Our obligations under the 2012 Credit Agreement may be accelerated upon the occurrence of an event of default under the 2012 Credit Agreement, which includes customary events of default including without limitation payment defaults, defaults in the performance of affirmative and negative covenants, the inaccuracy of representations or warranties, bankruptcy- and insolvency-related defaults, defaults relating to such matters as the Employment Retirement Income Security Act (ERISA), unsatisfied judgments, the failure to pay certain indebtedness, and a change of control default. In addition, the 2012 Credit Agreement contains negative covenants applicable to us and our subsidiaries, including financial covenants requiring us to comply with a maximum consolidated leverage ratio of 3.5 to 1 and a minimum consolidated interest coverage ratio of 3 to 1, and restrictions on liens, indebtedness, fundamental changes, dispositions of property, making certain restricted payments (including dividends and stock repurchases), investments, transactions with affiliates, sale and leaseback transactions, swap agreements, changing our fiscal year, arrangements affecting subsidiary distributions, entering into new lines of business, and certain actions related to the discontinued operation.
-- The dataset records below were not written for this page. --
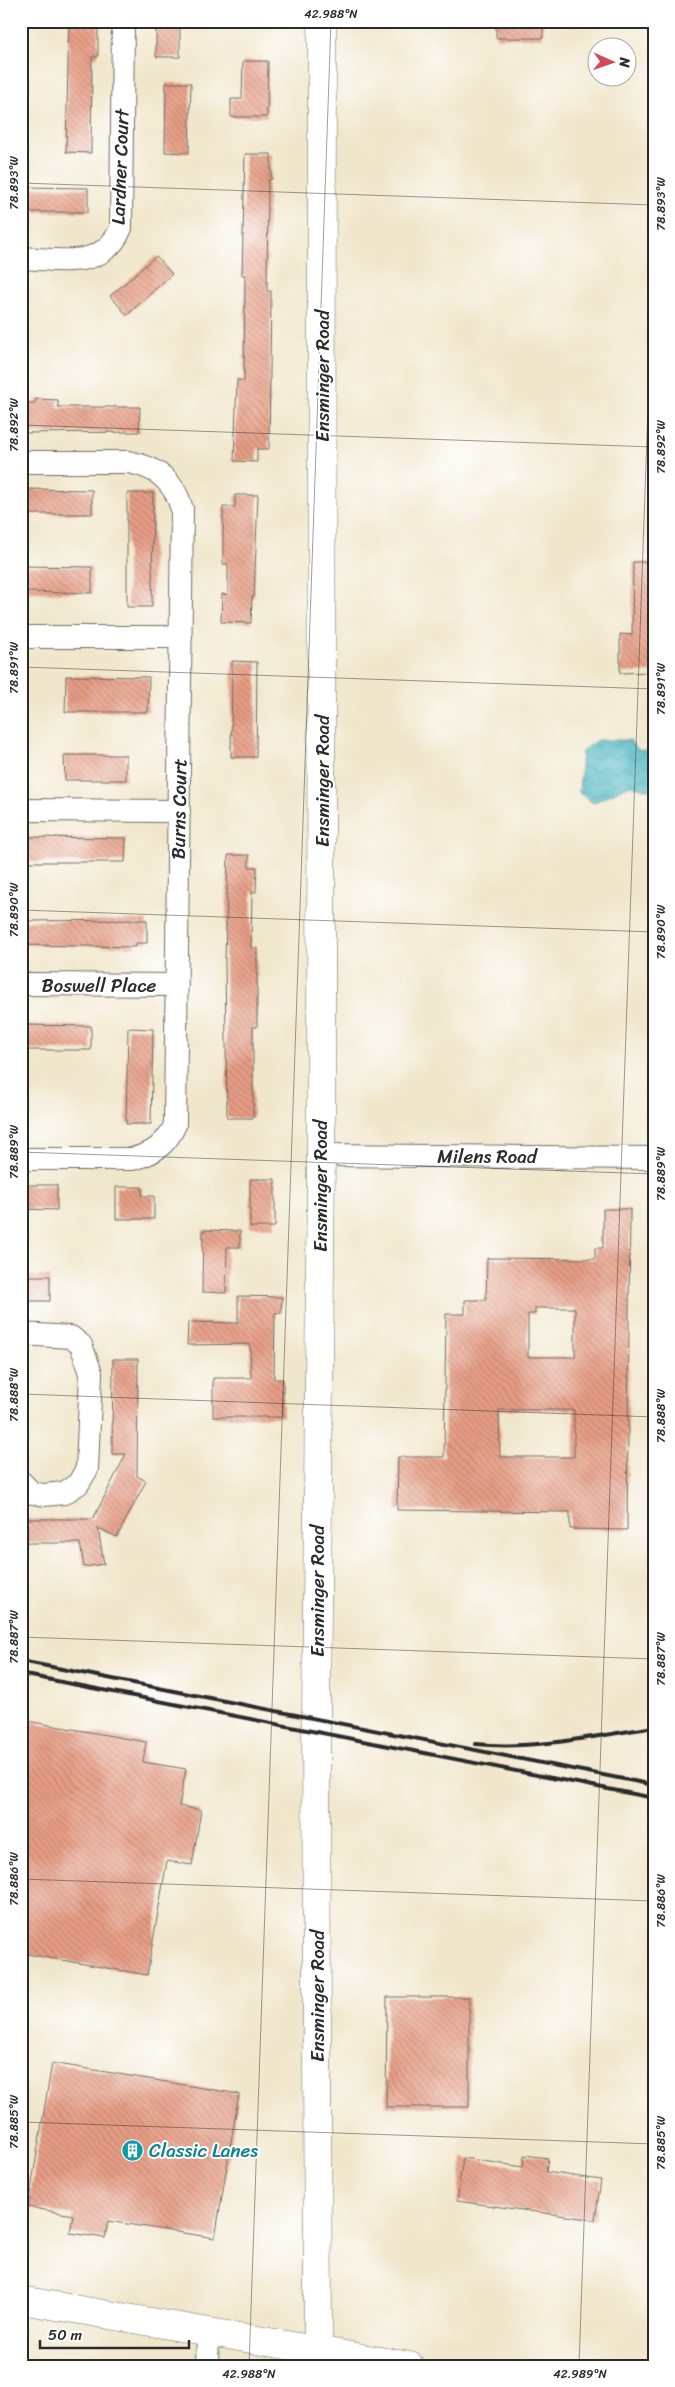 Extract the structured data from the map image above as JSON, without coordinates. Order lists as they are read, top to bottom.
{
  "streets": {
    "street": [
      "Lardner Court",
      "Ensminger Road",
      "Burns Court",
      "Boswell Place",
      "Milens Road"
    ]
  },
  "crossings": [
    ["Ensminger Road", "Milens Road"],
    ["Burns Court", "Boswell Place"]
  ],
  "places": {
    "building": ["Classic Lanes"]
  },
  "scale_bar": "50 m",
  "north": "right",
  "coordinates": [
    "42.988°N",
    "78.893°W",
    "78.892°W",
    "78.891°W",
    "78.890°W",
    "78.889°W",
    "78.888°W",
    "78.887°W",
    "78.886°W",
    "78.885°W",
    "42.989°N"
  ]
}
As of June 28, 2014, we were in compliance with these covenants.

Loans under the 2012 Credit Agreement are guaranteed by certain of our domestic subsidiaries pursuant to a Guarantee Agreement, effective August 3, 2012.
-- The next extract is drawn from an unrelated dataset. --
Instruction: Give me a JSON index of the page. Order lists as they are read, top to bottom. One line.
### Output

As of June 28, 2014, we had $75.8 million of borrowing capacity available under the committed portion of the 2012 Credit Agreement. The amount we are able to borrow under the 2012 Credit Agreement is the total borrowing capacity of $100 million less any outstanding borrowings, letters of credit and multi-currency borrowings issued under the 2012 Credit Agreement.
26

KADANT INC.
Liquidity and Capital Resources (continued)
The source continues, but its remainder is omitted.